Swarm 10 Software Bundle (Platform 9.x and custom environments) — Contains complete updates of all core components, organized hierarchically by component.
Note
Contact Support for new installs of Platform Server and for optional Swarm client components, such as SwarmFS Implementation, that have separate distributions.
- Download the comprehensive PDF of Swarm Documentation that matches your bundle distribution date, or use the online HTML version from the Documentation Archive.
Choose your type of upgrade. Swarm supports rolling upgrades (a single cluster running mixed versions during the upgrade process) and requires no data conversion unless specifically noted for a particular release. This means that you can upgrade without scheduling an outage or bringing down the cluster. Just restart your nodes one at a time with the new version and the cluster will continue serving applications during the upgrade process.
- Rolling upgrade: Reboot one node at a time and wait for its status to show as "OK" in the UI before rebooting the next node.
- Alternative: Reboot the entire cluster at once after the software on all USB flash drives or the centralized configuration location has been updated.
- Choose whether to upgrade Elasticsearch 2.3.3 at this time.
- To upgrade to Elasticsearch 5.6 with an existing cluster, you must reindex your Search data and migrate any Metrics data that you want to keep. See Migrating from Older Elasticsearch for details. (SWAR-7395)

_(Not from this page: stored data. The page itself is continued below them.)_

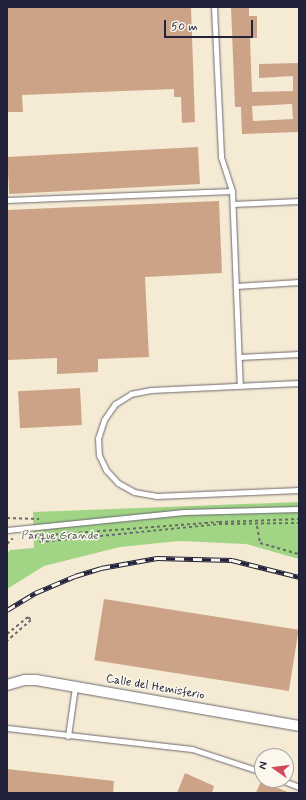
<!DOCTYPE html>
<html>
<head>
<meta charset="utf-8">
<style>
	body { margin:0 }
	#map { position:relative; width:306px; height:800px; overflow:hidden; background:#f5ead3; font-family:Mynerve,sans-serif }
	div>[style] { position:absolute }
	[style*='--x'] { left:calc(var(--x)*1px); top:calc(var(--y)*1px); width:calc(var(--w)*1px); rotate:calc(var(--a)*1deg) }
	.green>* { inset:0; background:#a1d585 }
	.building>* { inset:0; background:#cda387; transform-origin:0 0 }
	.path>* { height:2px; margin-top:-1px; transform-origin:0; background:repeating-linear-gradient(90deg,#6c6870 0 3px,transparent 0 6px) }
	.roads { filter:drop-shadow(0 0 1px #6c6870) drop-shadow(0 0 1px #6c6870) }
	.lane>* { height:5px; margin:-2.5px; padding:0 2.5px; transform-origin:2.5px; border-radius:2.5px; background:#fff }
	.street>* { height:10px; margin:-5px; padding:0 5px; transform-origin:5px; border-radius:5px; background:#fff }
	.rail>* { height:4.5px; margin-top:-2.25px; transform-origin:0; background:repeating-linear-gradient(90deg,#fbf7ec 0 9px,#22223b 0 18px); box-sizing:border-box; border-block:1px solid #22223b }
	span { translate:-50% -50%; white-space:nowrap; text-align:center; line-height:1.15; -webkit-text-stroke:3px #fbf7ec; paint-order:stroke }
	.park-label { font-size:12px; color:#485851 }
	.street-label { font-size:12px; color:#22223b }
	.frame { position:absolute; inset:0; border:8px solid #22223b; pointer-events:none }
	.north { position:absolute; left:254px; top:748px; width:40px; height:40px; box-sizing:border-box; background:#fbf7ec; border:1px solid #a4a2a5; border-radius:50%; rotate:284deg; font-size:11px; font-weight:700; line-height:16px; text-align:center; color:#22223b }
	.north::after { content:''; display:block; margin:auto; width:14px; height:18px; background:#d1495b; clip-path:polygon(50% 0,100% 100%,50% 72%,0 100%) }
	.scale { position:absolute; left:164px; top:20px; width:89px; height:18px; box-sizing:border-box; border:2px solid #22223b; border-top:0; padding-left:5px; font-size:12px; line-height:14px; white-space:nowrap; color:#22223b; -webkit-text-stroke:3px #fbf7ec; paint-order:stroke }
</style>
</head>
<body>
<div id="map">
	<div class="green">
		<i style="clip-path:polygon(299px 502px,299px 559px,246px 544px,179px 541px,120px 547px,44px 566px,7px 589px,7px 554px,10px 550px,34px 548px,33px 512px)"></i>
	</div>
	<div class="building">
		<i style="clip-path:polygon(7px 7px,191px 7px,195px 122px,182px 123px,181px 97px,174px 97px,174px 89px,22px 95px,23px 112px,7px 112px)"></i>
		<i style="clip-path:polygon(evenodd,231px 7px,249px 7px,249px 16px,257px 16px,257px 38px,250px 38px,252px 92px,293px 91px,293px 76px,259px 78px,259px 64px,299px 63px,299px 132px,242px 134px,241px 107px,235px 107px,231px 7px,292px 104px,293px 119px,253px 121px,252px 106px,292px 104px)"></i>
		<i style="left:198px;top:147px;width:37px;height:191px;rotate:87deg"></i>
		<i style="clip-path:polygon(219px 201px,222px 273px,145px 277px,149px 357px,98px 359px,98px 372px,57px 374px,57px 358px,7px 360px,7px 210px)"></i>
		<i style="left:80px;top:388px;width:37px;height:62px;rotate:87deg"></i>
		<i style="left:104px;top:599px;width:197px;height:62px;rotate:9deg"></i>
		<i style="clip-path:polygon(7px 769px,114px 781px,113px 793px,7px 793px)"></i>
		<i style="clip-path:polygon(185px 773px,214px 786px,212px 793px,177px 793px)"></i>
		<i style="clip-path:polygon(261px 781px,290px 793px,256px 793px)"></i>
	</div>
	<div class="path">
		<i style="--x:7;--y:518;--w:32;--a:2"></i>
		<i style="--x:257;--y:526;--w:17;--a:80"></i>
		<i style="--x:260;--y:543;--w:41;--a:15.8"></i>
		<i style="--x:40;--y:535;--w:7;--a:90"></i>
		<i style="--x:40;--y:542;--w:180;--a:-5.7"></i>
		<i style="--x:219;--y:524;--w:80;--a:-0.7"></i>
		<i style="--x:49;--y:535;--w:170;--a:-4.4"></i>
		<i style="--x:219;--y:522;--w:80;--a:-2.1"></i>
		<i style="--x:7;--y:544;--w:8;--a:-45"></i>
		<i style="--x:7;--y:634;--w:27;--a:-39"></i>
		<i style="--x:28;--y:617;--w:4;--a:45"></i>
		<i style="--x:31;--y:620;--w:32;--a:139"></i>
	</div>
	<div class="roads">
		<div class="lane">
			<i style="--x:214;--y:7;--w:150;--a:87.3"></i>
			<i style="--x:221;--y:157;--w:36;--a:72"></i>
			<i style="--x:232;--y:191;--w:195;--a:87.7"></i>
			<i style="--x:7;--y:200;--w:225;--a:-2.3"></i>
			<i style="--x:233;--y:204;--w:66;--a:-2.6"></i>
			<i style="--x:236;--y:286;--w:63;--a:-3.6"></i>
			<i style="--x:239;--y:357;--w:60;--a:-2.9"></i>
			<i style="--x:299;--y:383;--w:148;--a:177.3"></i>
			<i style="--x:151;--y:390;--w:20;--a:169"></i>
			<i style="--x:131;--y:394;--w:19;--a:148"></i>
			<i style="--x:115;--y:404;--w:19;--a:125"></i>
			<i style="--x:104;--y:420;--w:19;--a:108"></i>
			<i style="--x:98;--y:438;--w:17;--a:87"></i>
			<i style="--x:99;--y:455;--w:17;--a:65"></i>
			<i style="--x:106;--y:470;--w:18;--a:47"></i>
			<i style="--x:118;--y:483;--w:18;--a:29"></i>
			<i style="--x:134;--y:492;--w:22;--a:10"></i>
			<i style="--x:156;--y:496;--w:143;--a:-2.4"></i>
			<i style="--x:7;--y:530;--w:178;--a:-5.8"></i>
			<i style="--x:184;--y:512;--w:115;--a:-1.5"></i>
			<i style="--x:7;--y:728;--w:186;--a:6.5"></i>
			<i style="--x:192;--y:749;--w:74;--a:18.2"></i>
			<i style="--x:68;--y:736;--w:49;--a:-81.9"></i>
			<i style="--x:281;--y:780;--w:19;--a:21"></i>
		</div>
		<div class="street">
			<i style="--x:7;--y:685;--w:19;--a:-16"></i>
			<i style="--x:25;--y:680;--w:11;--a:0"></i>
			<i style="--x:36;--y:680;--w:267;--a:9.9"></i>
		</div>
	</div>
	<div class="rail">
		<i style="--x:7;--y:610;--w:33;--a:-31"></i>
		<i style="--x:35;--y:593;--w:43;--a:-23"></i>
		<i style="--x:75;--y:576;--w:27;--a:-17"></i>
		<i style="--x:101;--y:568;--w:57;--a:-10.1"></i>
		<i style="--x:157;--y:558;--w:75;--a:1.5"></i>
		<i style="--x:232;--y:560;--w:69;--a:14.2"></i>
	</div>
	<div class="park-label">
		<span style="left:60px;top:537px">Parque Grande</span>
	</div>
	<div class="street-label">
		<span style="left:155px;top:688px;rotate:10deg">Calle del Hemisferio</span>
	</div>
	<div class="frame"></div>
	<div class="north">N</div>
	<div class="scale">50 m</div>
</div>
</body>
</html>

- Note these installation issues:
- The elasticsearch-curator package may show an error during an upgrade, which is a known curator issue. Workaround: Reinstall the curator:
yum reinstall elasticsearch-curator
(SWAR-7439) - Do not install the Swarm Search RPM before installing Java. If Gateway startup fails with "Caringo script plugin is missing from indexer nodes", uninstall and reinstall the Swarm Search RPM. (SWAR-7688)
- During a rolling upgrade from 9.0.x–9.2.x, you may see intermittent "WriterMissingRemoteMD5 error token" errors from a client write operation through the Gateway or on writes with gencontentmd5 (or the equivalent). To prevent this, set
autoRepOnWrite=0
during the upgrade and restoreautoRepOnWrite=1
after it completes. (SWAR-7756)
- The elasticsearch-curator package may show an error during an upgrade, which is a known curator issue. Workaround: Reinstall the curator:
- Review the Application and Configuration Guidance.